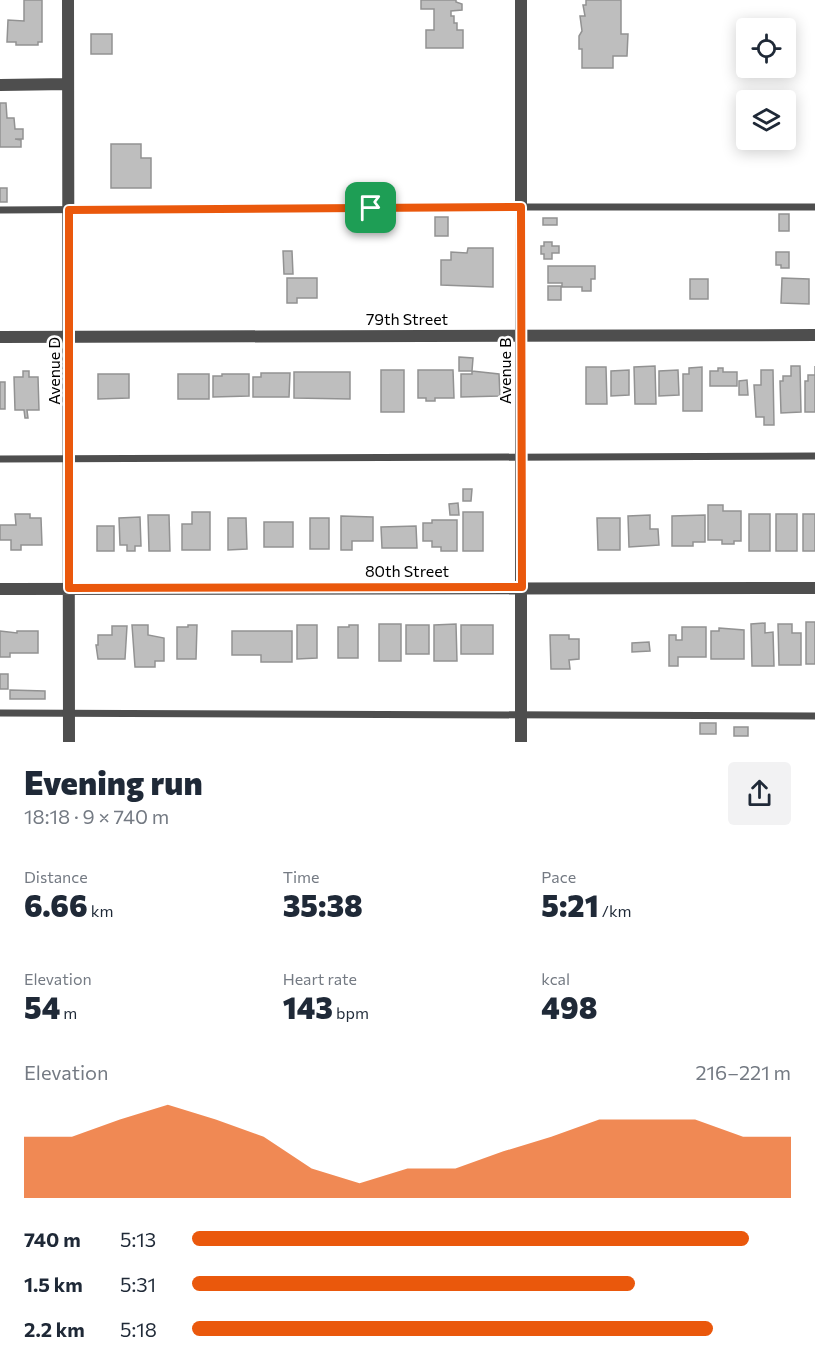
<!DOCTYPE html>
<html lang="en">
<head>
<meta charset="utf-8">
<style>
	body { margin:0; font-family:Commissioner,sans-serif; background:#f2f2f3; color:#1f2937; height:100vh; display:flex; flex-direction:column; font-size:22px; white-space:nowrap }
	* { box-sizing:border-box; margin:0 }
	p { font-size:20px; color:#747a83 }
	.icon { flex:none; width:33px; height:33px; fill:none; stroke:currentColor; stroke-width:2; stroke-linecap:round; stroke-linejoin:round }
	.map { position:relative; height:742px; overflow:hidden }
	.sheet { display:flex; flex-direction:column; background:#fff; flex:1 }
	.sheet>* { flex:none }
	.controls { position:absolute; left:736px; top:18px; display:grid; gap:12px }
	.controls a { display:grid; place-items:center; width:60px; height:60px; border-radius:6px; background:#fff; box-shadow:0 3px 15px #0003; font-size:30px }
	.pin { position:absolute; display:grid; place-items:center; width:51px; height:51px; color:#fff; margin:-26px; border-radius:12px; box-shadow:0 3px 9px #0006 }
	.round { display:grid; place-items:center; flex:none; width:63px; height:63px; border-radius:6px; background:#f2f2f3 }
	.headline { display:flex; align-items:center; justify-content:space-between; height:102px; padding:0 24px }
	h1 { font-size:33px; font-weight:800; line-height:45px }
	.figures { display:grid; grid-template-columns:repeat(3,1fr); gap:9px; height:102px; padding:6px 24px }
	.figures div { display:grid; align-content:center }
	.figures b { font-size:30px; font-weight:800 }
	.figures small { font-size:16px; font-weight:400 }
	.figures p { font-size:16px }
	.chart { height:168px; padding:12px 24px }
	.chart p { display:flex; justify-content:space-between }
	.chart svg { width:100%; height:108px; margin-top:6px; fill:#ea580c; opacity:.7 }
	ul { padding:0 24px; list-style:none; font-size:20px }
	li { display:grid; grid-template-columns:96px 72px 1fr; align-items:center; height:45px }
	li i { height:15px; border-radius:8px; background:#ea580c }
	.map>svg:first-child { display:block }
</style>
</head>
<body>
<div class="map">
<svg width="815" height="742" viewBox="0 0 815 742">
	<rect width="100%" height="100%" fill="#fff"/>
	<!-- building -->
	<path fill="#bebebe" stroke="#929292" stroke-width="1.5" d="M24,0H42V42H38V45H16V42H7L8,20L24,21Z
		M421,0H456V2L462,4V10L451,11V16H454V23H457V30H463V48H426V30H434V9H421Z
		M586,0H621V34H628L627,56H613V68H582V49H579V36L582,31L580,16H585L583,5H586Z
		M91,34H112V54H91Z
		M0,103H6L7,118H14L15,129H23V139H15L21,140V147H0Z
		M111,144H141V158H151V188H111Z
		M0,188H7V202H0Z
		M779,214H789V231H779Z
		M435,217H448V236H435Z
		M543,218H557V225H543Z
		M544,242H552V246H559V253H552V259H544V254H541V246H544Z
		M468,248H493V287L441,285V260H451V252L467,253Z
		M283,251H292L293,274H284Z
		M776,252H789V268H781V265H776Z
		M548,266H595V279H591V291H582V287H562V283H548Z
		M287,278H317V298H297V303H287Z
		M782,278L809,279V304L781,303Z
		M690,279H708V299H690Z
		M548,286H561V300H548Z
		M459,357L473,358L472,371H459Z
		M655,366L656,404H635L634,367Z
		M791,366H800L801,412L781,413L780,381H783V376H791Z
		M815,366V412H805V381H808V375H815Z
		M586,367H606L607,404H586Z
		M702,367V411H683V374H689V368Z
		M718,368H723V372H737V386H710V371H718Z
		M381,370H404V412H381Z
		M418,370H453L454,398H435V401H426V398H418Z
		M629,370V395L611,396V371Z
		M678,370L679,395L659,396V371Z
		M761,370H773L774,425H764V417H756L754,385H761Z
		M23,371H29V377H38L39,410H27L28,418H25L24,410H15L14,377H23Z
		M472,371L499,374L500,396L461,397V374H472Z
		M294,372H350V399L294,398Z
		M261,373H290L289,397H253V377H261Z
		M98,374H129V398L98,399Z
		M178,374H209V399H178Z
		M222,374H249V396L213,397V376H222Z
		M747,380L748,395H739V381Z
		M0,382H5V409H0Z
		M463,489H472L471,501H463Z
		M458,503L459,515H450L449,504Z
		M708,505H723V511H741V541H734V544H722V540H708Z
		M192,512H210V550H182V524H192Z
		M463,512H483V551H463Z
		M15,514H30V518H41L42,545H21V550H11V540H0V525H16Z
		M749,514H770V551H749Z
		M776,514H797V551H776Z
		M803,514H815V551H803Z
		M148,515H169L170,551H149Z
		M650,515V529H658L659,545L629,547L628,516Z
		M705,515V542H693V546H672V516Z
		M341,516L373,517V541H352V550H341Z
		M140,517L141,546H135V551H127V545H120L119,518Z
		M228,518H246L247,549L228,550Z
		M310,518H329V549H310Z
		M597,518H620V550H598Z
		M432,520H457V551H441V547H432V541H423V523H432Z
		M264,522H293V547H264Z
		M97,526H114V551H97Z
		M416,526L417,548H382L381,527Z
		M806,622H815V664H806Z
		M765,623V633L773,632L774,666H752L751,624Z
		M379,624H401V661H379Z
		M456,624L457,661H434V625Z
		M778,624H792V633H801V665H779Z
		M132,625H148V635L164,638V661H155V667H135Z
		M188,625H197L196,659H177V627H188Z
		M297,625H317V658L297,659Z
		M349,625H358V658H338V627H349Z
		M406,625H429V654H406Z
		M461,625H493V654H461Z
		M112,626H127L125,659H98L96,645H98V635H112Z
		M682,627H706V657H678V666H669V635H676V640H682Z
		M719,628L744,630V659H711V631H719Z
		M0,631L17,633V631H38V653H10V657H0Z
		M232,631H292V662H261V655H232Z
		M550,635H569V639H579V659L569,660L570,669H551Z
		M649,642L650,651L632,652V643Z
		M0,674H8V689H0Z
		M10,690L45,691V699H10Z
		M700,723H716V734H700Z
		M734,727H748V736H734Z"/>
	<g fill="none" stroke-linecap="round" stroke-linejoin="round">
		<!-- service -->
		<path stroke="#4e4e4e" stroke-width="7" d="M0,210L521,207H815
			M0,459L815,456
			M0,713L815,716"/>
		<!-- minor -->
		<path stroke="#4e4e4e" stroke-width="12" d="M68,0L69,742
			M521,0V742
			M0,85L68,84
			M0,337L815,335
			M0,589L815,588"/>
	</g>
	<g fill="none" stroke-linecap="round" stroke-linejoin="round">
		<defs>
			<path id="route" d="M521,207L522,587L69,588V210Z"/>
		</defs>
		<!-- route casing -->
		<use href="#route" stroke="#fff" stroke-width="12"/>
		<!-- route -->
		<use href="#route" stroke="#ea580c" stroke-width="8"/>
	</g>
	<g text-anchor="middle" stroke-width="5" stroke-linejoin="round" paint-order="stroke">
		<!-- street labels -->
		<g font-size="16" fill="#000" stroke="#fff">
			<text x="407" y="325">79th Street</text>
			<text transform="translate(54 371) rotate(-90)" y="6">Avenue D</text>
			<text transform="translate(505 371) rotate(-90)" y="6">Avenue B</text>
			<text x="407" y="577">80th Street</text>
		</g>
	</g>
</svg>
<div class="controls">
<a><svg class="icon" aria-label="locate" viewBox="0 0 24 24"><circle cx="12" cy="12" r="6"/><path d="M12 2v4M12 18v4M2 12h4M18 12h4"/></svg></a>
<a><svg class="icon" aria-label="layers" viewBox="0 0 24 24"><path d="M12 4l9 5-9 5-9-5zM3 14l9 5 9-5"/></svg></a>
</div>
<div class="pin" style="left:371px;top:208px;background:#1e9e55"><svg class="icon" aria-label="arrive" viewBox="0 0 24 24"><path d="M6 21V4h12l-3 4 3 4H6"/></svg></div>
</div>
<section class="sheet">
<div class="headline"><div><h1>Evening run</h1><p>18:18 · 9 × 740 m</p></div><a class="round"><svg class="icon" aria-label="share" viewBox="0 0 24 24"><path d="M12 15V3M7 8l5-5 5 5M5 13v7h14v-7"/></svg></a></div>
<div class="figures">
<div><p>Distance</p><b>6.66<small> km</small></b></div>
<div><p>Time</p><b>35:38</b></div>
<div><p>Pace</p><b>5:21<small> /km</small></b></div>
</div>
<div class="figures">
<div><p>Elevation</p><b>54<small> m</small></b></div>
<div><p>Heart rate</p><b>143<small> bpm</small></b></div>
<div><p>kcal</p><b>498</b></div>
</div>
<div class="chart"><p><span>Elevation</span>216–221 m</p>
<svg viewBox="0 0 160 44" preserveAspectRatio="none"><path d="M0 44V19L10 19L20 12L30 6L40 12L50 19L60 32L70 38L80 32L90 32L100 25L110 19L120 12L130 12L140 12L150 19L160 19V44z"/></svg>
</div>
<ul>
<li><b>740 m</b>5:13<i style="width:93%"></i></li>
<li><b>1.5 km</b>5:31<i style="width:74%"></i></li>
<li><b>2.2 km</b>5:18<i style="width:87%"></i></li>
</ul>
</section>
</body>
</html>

----

◆ Aim of the task:
All lines in the preceding records that hold the word "shadow" need to be copied.

◆ Problem solution:
	.controls a { display:grid; place-items:center; width:60px; height:60px; border-radius:6px; background:#fff; box-shadow:0 3px 15px #0003; font-size:30px }
	.pin { position:absolute; display:grid; place-items:center; width:51px; height:51px; color:#fff; margin:-26px; border-radius:12px; box-shadow:0 3px 9px #0006 }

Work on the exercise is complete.